Thu | Nov 14, 2024

What the JDX cannot do

Published:Tuesday | February 2, 2010 | 12:00 AM

The Editor, Sir:

Is the Jamaica Debt Exchange (JDX) successful? The answer depends upon whether one is thinking short-term or long-term and also whether the sheer manipulation of interest rates is a sufficient basis for economic prosperity, even when coupled with massive job and wage cuts.

In the short term, the JDX reduces, but does not eliminate, the pressures on the Government to meet its immediate obligations. If nothing more is done and the country continues on the path it has for the past 20 or so years, there will be no light at the end of the tunnel.

It may be useful to examine the consequences of a high interest rate policy and the appropriateness of such a policy to Jamaica in its present circumstances:

It renders it effortlessly profitable for banks and other financial institutions to lend funds to government because of the greater security and the higher returns available.

As a result, funding for businesses and other institutions becomes more difficult or even impossible.

Negative compromise

Thus, the financial system - which should be directed towards supporting industrial, agricultural and other undertakings - instead becomes locked into government paper and therefore loses or compromises its real purpose, its raison d'être in the economy.

The foregoing, however, should not imply that a low interest regime is necessarily better as an alternative.

Under Allan Greenspan, the rate of interest charged by the Federal Reserve Bank was reduced to almost zero, without any of the desired outcomes. Actually, the policy has been blamed for the recent depression/recession that is still affecting the United States (US).

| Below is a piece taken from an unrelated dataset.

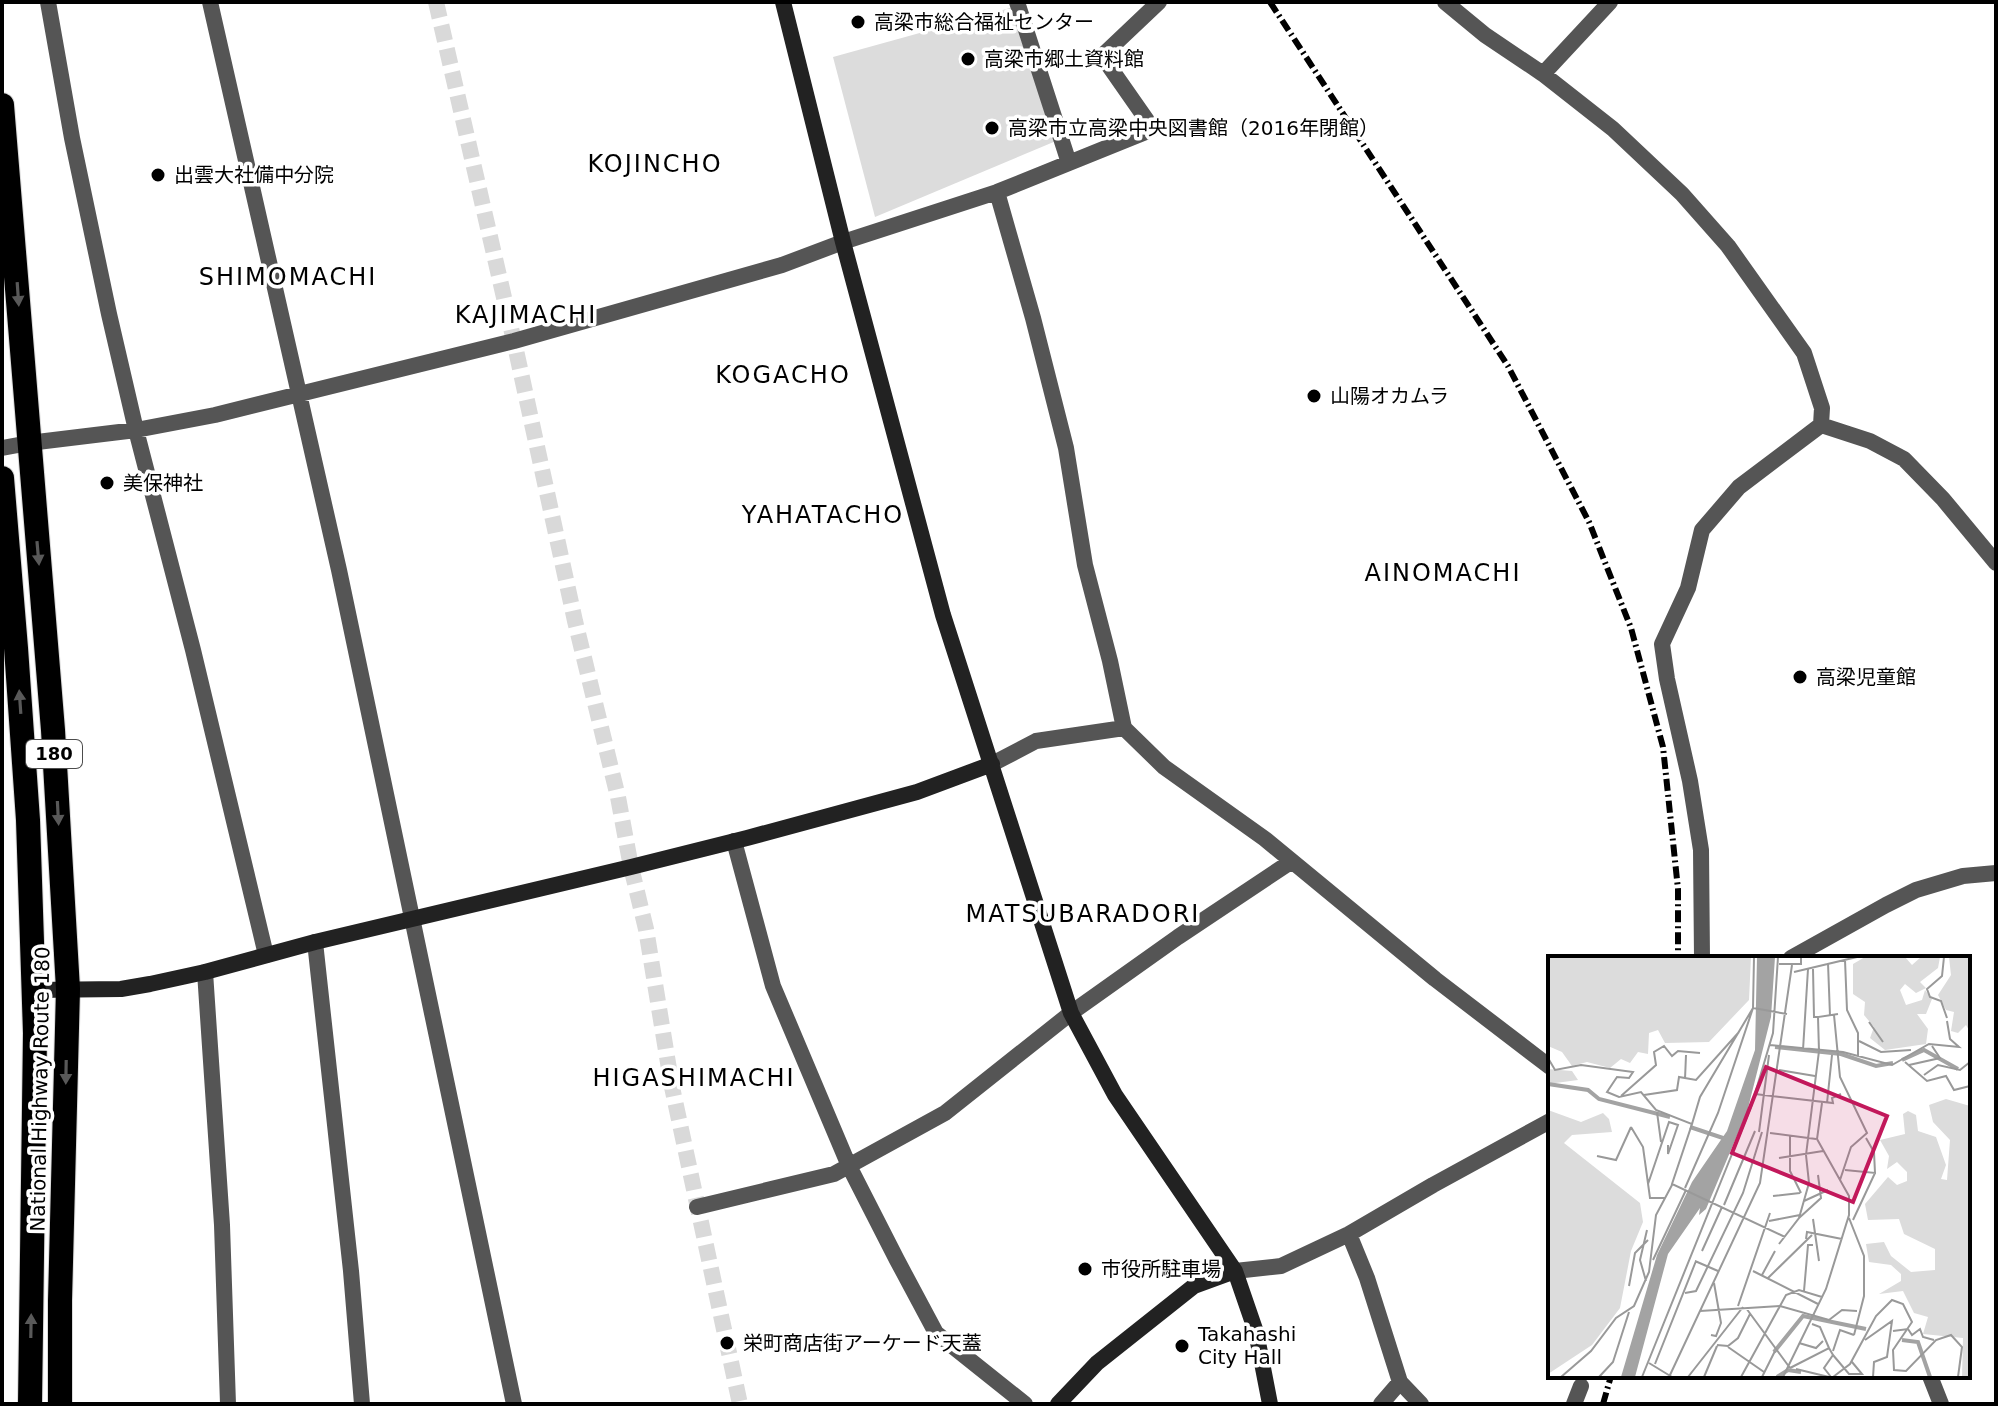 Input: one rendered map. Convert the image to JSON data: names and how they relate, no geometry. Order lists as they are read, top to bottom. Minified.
{"streets":{"highway":["180","National Highway Route 180"]},"districts":["KOJINCHO","SHIMOMACHI","KAJIMACHI","KOGACHO","YAHATACHO","AINOMACHI","MATSUBARADORI","HIGASHIMACHI"],"places":["高梁市総合福祉センター","高梁市郷土資料館","高梁市立高梁中央図書館（2016年閉館）","出雲大社備中分院","山陽オカムラ","美保神社","高梁児童館","市役所駐車場","栄町商店街アーケード天蓋","Takahashi City Hall"]}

Thus, interest rate manipulation, per se, cannot restore a troubled economy to any satisfactory level. The experience of the US and the world at large should be enough evidence.

Financial institutions are respected, not so much for the magnificence of their buildings, but for the confidence and credibility they inspire in the minds of the people who have to deal with them. Thus, the real cost of the JDX is not just the amount of interest immediately saved, but moreso:

a)the long-term potential loss of confidence in our financial institutions, and

b)the loss of jobs and incomes.

We need to deal effectively with production, training and organisation of skills, improvements in exports and in selling our services.

Finally, we should realise that there is no shortcut, no silver bullet. Success requires hard work and lots of thinking.